EXTRACTED ENTRIES.
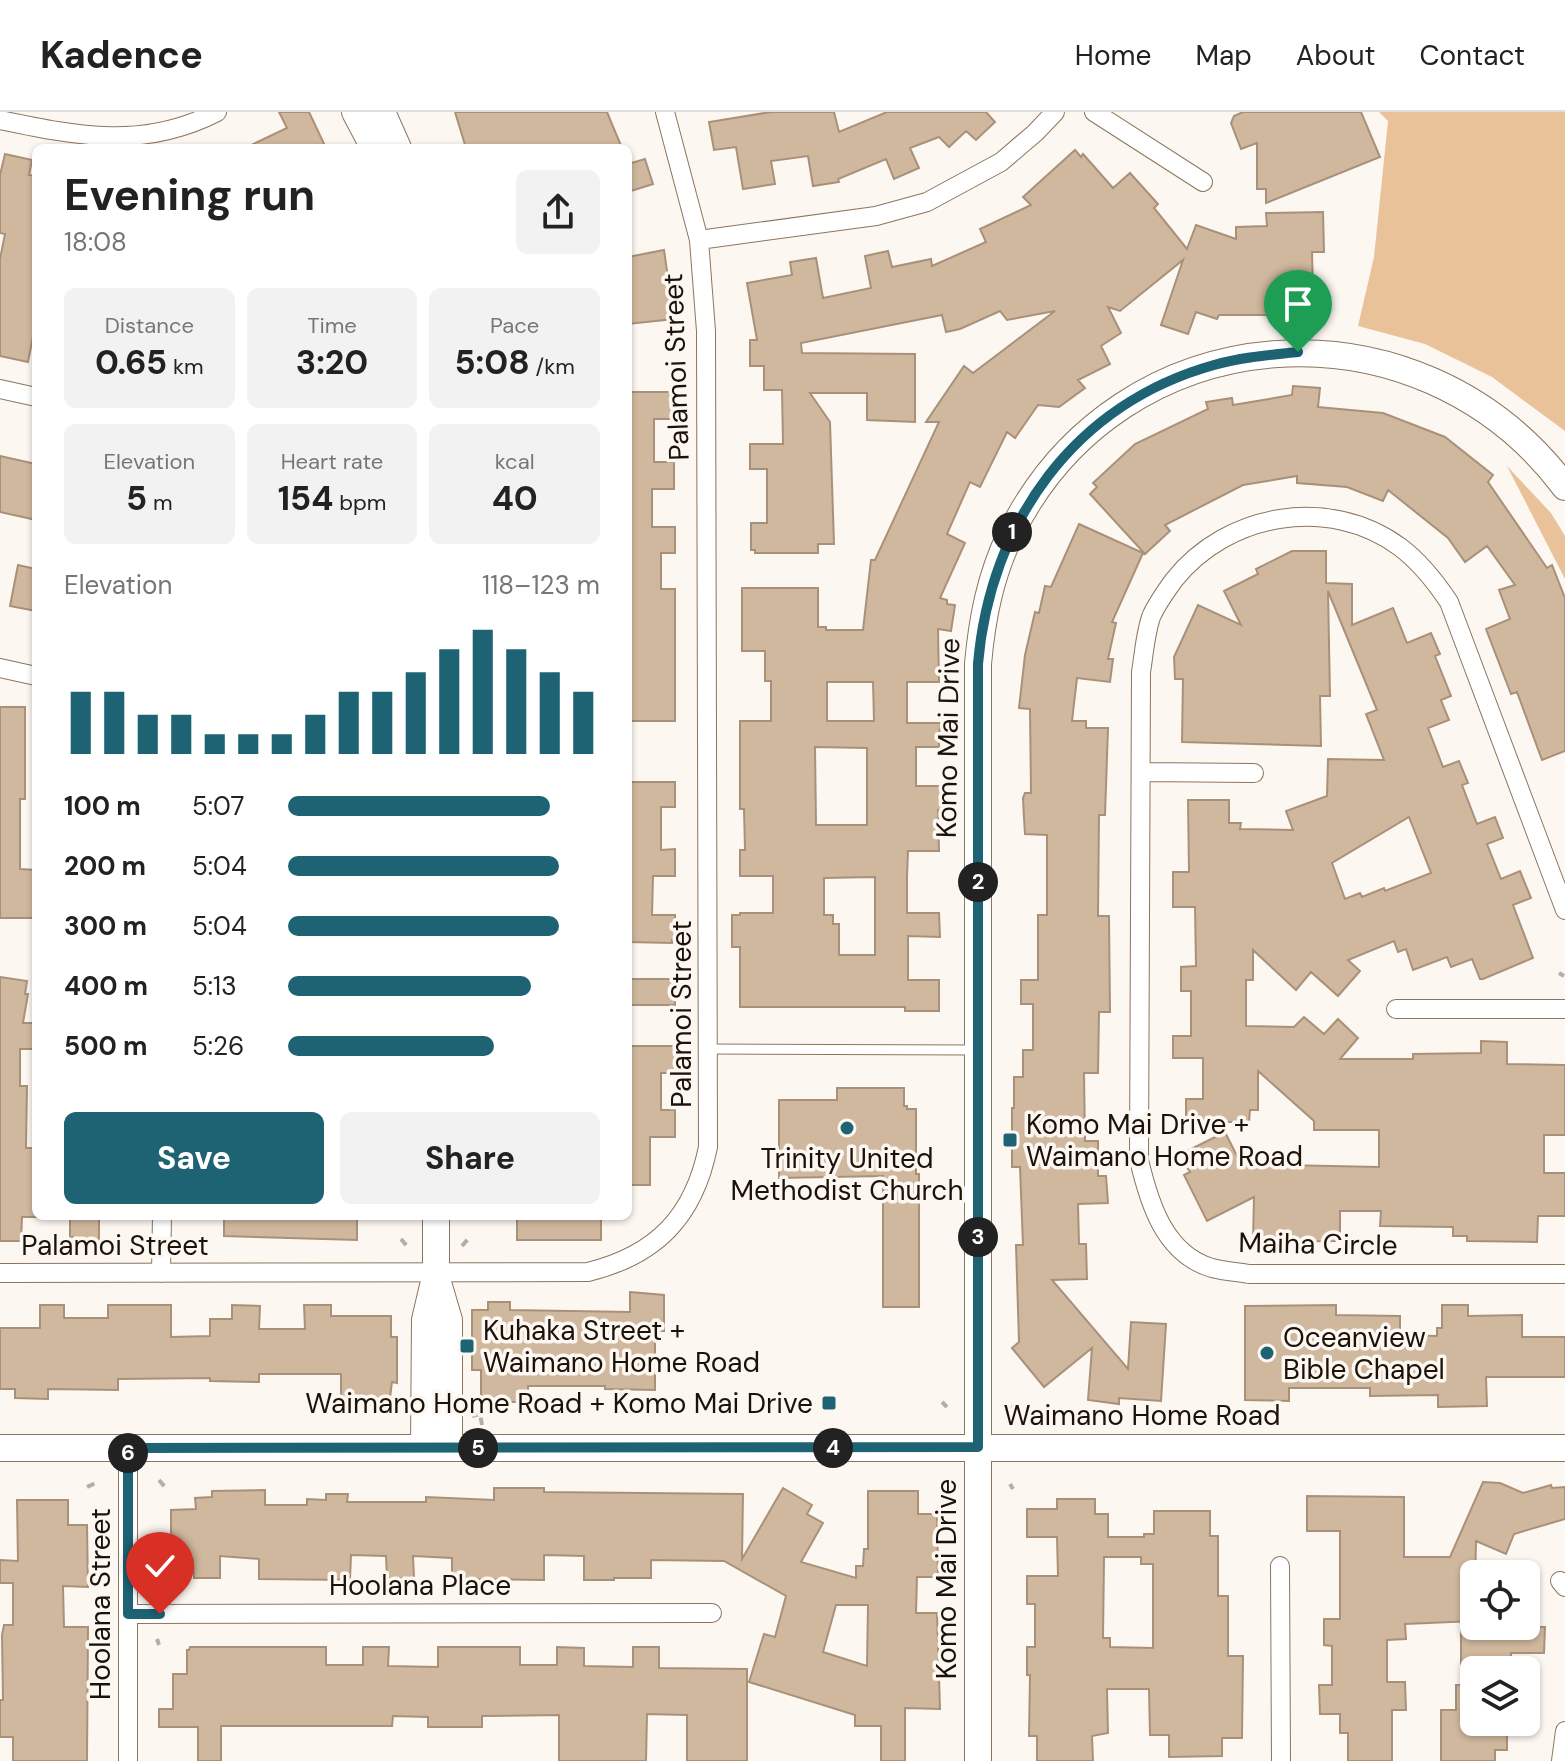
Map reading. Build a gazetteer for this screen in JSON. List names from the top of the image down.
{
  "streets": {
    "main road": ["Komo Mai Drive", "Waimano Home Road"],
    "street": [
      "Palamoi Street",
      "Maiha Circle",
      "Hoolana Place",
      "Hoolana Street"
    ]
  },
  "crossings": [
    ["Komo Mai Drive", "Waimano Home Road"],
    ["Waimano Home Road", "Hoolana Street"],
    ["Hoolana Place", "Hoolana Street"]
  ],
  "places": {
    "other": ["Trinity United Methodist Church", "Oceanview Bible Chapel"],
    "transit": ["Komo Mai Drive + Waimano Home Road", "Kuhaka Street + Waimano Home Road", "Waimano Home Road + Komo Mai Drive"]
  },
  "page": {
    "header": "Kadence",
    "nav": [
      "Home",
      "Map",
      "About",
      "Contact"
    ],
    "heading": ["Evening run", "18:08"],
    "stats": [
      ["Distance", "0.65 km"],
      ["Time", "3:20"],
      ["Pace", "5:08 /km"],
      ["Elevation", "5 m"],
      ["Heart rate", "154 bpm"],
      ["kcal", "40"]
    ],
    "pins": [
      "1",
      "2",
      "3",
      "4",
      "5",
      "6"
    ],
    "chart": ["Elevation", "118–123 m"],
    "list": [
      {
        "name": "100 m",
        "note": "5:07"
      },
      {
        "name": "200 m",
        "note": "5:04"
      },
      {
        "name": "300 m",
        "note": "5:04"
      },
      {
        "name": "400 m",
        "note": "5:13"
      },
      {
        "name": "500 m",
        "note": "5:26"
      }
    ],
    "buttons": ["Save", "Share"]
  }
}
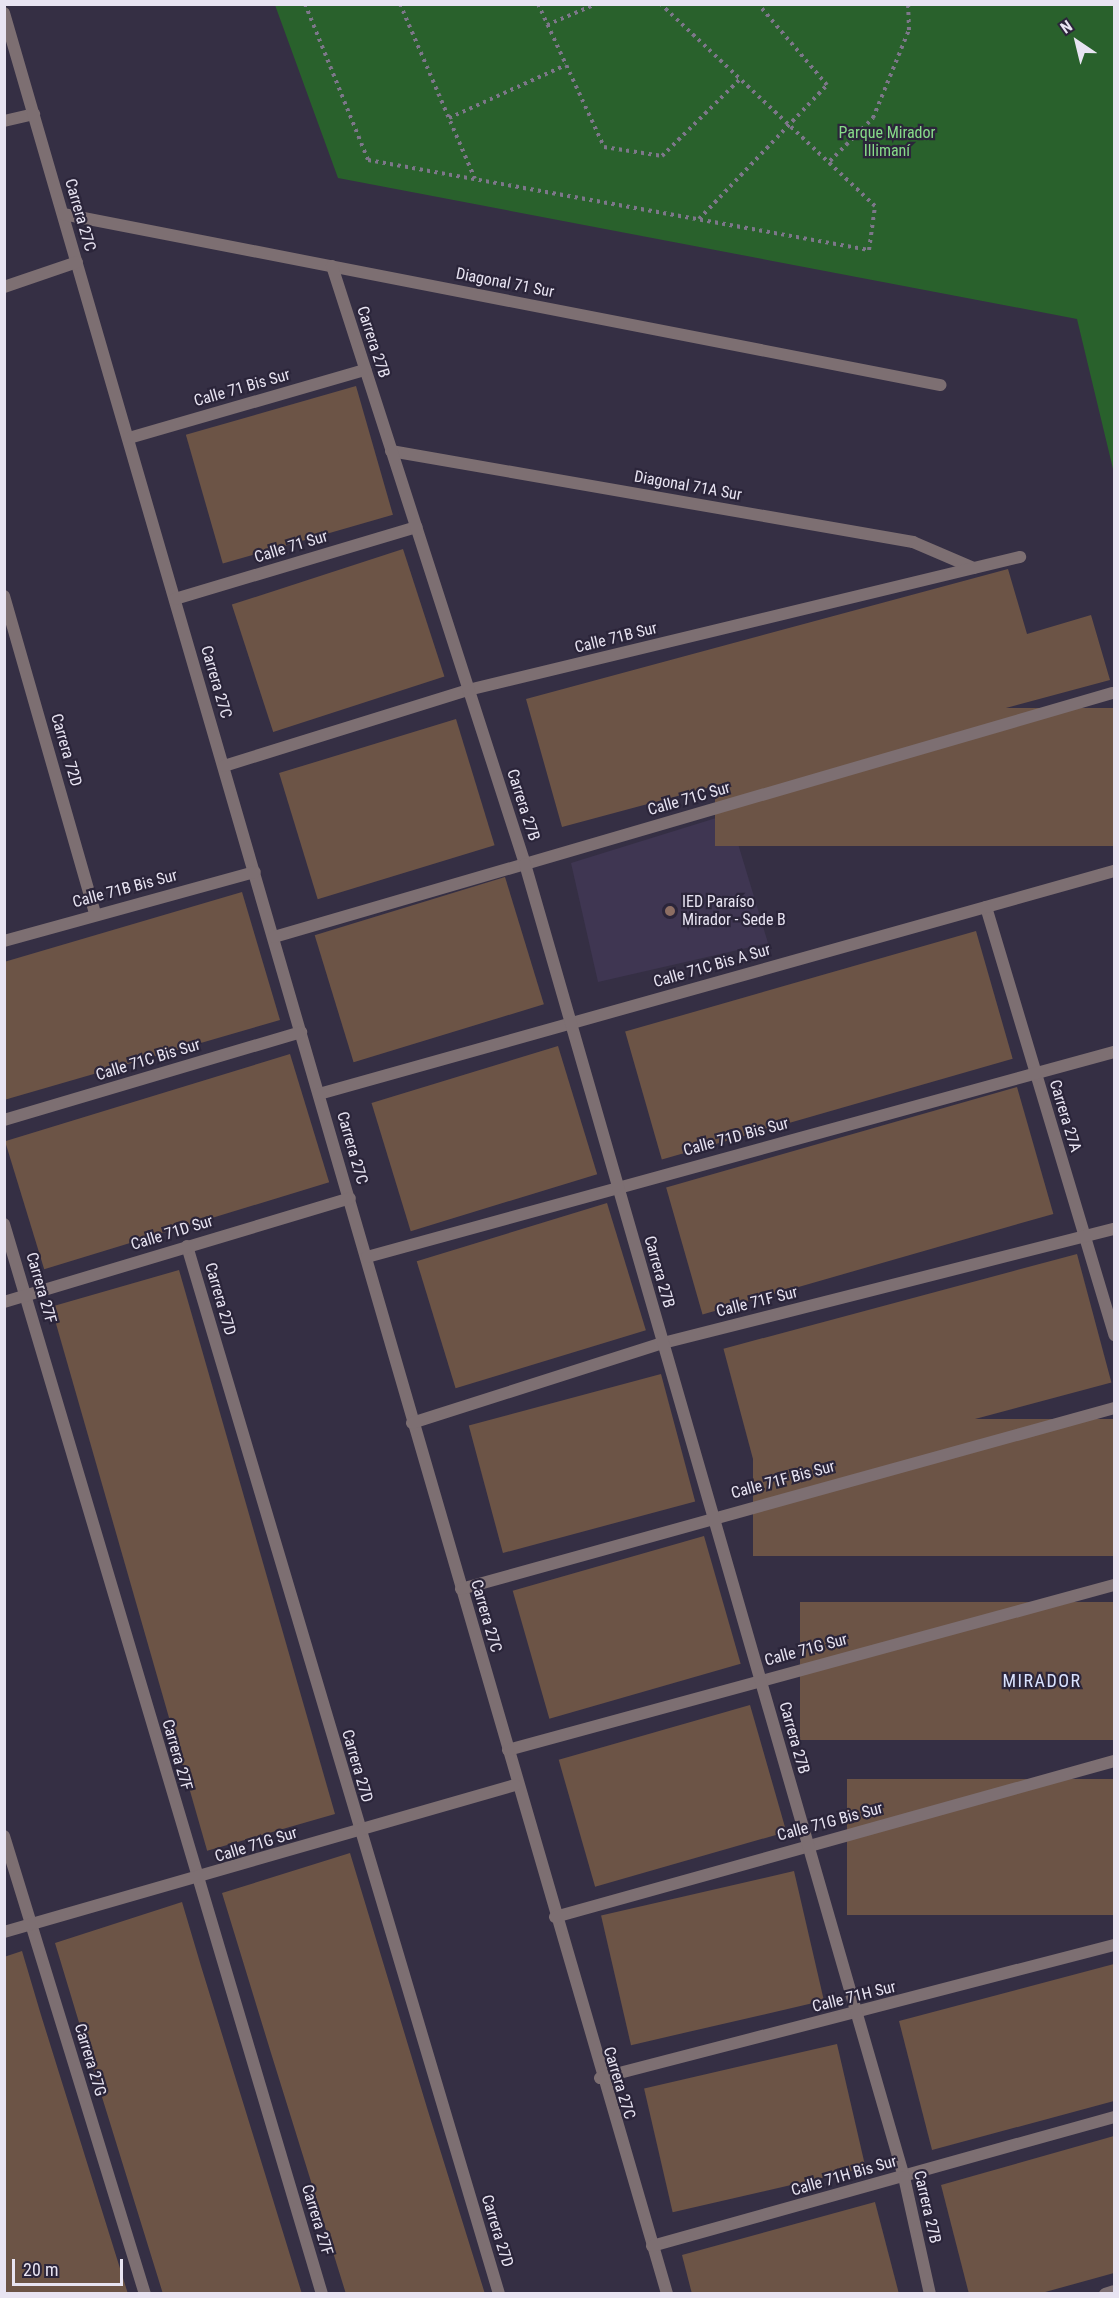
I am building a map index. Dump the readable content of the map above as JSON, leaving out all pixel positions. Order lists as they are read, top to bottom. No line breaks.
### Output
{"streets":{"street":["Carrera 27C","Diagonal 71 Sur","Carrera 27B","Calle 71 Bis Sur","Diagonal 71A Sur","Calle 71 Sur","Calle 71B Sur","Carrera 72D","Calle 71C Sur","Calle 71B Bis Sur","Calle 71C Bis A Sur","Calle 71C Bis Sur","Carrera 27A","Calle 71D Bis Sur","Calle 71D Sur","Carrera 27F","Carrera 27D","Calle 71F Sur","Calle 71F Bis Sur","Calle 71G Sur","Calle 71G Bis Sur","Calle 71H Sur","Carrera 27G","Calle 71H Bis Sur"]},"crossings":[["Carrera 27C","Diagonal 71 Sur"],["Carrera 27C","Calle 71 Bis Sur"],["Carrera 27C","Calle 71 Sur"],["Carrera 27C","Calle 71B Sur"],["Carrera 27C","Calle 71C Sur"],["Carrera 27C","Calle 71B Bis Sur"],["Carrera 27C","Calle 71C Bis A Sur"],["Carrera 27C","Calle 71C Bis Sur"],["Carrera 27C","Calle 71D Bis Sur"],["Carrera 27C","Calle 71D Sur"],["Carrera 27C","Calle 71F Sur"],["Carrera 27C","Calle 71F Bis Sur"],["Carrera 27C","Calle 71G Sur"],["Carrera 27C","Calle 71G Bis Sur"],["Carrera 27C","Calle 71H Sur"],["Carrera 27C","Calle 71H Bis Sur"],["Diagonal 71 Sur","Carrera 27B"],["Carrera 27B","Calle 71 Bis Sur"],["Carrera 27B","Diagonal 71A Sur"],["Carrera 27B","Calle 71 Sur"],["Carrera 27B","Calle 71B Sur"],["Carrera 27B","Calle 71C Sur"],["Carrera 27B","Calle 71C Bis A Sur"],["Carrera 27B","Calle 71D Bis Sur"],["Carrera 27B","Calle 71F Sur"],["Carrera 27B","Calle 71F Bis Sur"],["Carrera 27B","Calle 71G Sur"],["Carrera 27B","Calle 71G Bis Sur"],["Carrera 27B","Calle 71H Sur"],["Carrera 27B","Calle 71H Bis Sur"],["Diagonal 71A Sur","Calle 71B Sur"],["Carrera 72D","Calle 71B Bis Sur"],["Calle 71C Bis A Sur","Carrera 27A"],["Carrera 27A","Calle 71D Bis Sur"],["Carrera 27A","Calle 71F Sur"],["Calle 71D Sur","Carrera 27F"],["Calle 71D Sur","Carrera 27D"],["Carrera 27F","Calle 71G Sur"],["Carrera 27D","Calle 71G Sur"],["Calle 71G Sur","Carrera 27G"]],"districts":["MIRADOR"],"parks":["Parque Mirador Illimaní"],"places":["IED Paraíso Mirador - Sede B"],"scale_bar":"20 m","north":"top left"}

EXERCISE DESCRIPTION. Each record above must be retyped exactly. Omit the pictures.

ANSWER BELOW.
Map reading. Build a gazetteer for this screen in JSON. List names from the top of the image down.
{
  "streets": {
    "main road": ["Komo Mai Drive", "Waimano Home Road"],
    "street": [
      "Palamoi Street",
      "Maiha Circle",
      "Hoolana Place",
      "Hoolana Street"
    ]
  },
  "crossings": [
    ["Komo Mai Drive", "Waimano Home Road"],
    ["Waimano Home Road", "Hoolana Street"],
    ["Hoolana Place", "Hoolana Street"]
  ],
  "places": {
    "other": ["Trinity United Methodist Church", "Oceanview Bible Chapel"],
    "transit": ["Komo Mai Drive + Waimano Home Road", "Kuhaka Street + Waimano Home Road", "Waimano Home Road + Komo Mai Drive"]
  },
  "page": {
    "header": "Kadence",
    "nav": [
      "Home",
      "Map",
      "About",
      "Contact"
    ],
    "heading": ["Evening run", "18:08"],
    "stats": [
      ["Distance", "0.65 km"],
      ["Time", "3:20"],
      ["Pace", "5:08 /km"],
      ["Elevation", "5 m"],
      ["Heart rate", "154 bpm"],
      ["kcal", "40"]
    ],
    "pins": [
      "1",
      "2",
      "3",
      "4",
      "5",
      "6"
    ],
    "chart": ["Elevation", "118–123 m"],
    "list": [
      {
        "name": "100 m",
        "note": "5:07"
      },
      {
        "name": "200 m",
        "note": "5:04"
      },
      {
        "name": "300 m",
        "note": "5:04"
      },
      {
        "name": "400 m",
        "note": "5:13"
      },
      {
        "name": "500 m",
        "note": "5:26"
      }
    ],
    "buttons": ["Save", "Share"]
  }
}
I am building a map index. Dump the readable content of the map above as JSON, leaving out all pixel positions. Order lists as they are read, top to bottom. No line breaks.
### Output
{"streets":{"street":["Carrera 27C","Diagonal 71 Sur","Carrera 27B","Calle 71 Bis Sur","Diagonal 71A Sur","Calle 71 Sur","Calle 71B Sur","Carrera 72D","Calle 71C Sur","Calle 71B Bis Sur","Calle 71C Bis A Sur","Calle 71C Bis Sur","Carrera 27A","Calle 71D Bis Sur","Calle 71D Sur","Carrera 27F","Carrera 27D","Calle 71F Sur","Calle 71F Bis Sur","Calle 71G Sur","Calle 71G Bis Sur","Calle 71H Sur","Carrera 27G","Calle 71H Bis Sur"]},"crossings":[["Carrera 27C","Diagonal 71 Sur"],["Carrera 27C","Calle 71 Bis Sur"],["Carrera 27C","Calle 71 Sur"],["Carrera 27C","Calle 71B Sur"],["Carrera 27C","Calle 71C Sur"],["Carrera 27C","Calle 71B Bis Sur"],["Carrera 27C","Calle 71C Bis A Sur"],["Carrera 27C","Calle 71C Bis Sur"],["Carrera 27C","Calle 71D Bis Sur"],["Carrera 27C","Calle 71D Sur"],["Carrera 27C","Calle 71F Sur"],["Carrera 27C","Calle 71F Bis Sur"],["Carrera 27C","Calle 71G Sur"],["Carrera 27C","Calle 71G Bis Sur"],["Carrera 27C","Calle 71H Sur"],["Carrera 27C","Calle 71H Bis Sur"],["Diagonal 71 Sur","Carrera 27B"],["Carrera 27B","Calle 71 Bis Sur"],["Carrera 27B","Diagonal 71A Sur"],["Carrera 27B","Calle 71 Sur"],["Carrera 27B","Calle 71B Sur"],["Carrera 27B","Calle 71C Sur"],["Carrera 27B","Calle 71C Bis A Sur"],["Carrera 27B","Calle 71D Bis Sur"],["Carrera 27B","Calle 71F Sur"],["Carrera 27B","Calle 71F Bis Sur"],["Carrera 27B","Calle 71G Sur"],["Carrera 27B","Calle 71G Bis Sur"],["Carrera 27B","Calle 71H Sur"],["Carrera 27B","Calle 71H Bis Sur"],["Diagonal 71A Sur","Calle 71B Sur"],["Carrera 72D","Calle 71B Bis Sur"],["Calle 71C Bis A Sur","Carrera 27A"],["Carrera 27A","Calle 71D Bis Sur"],["Carrera 27A","Calle 71F Sur"],["Calle 71D Sur","Carrera 27F"],["Calle 71D Sur","Carrera 27D"],["Carrera 27F","Calle 71G Sur"],["Carrera 27D","Calle 71G Sur"],["Calle 71G Sur","Carrera 27G"]],"districts":["MIRADOR"],"parks":["Parque Mirador Illimaní"],"places":["IED Paraíso Mirador - Sede B"],"scale_bar":"20 m","north":"top left"}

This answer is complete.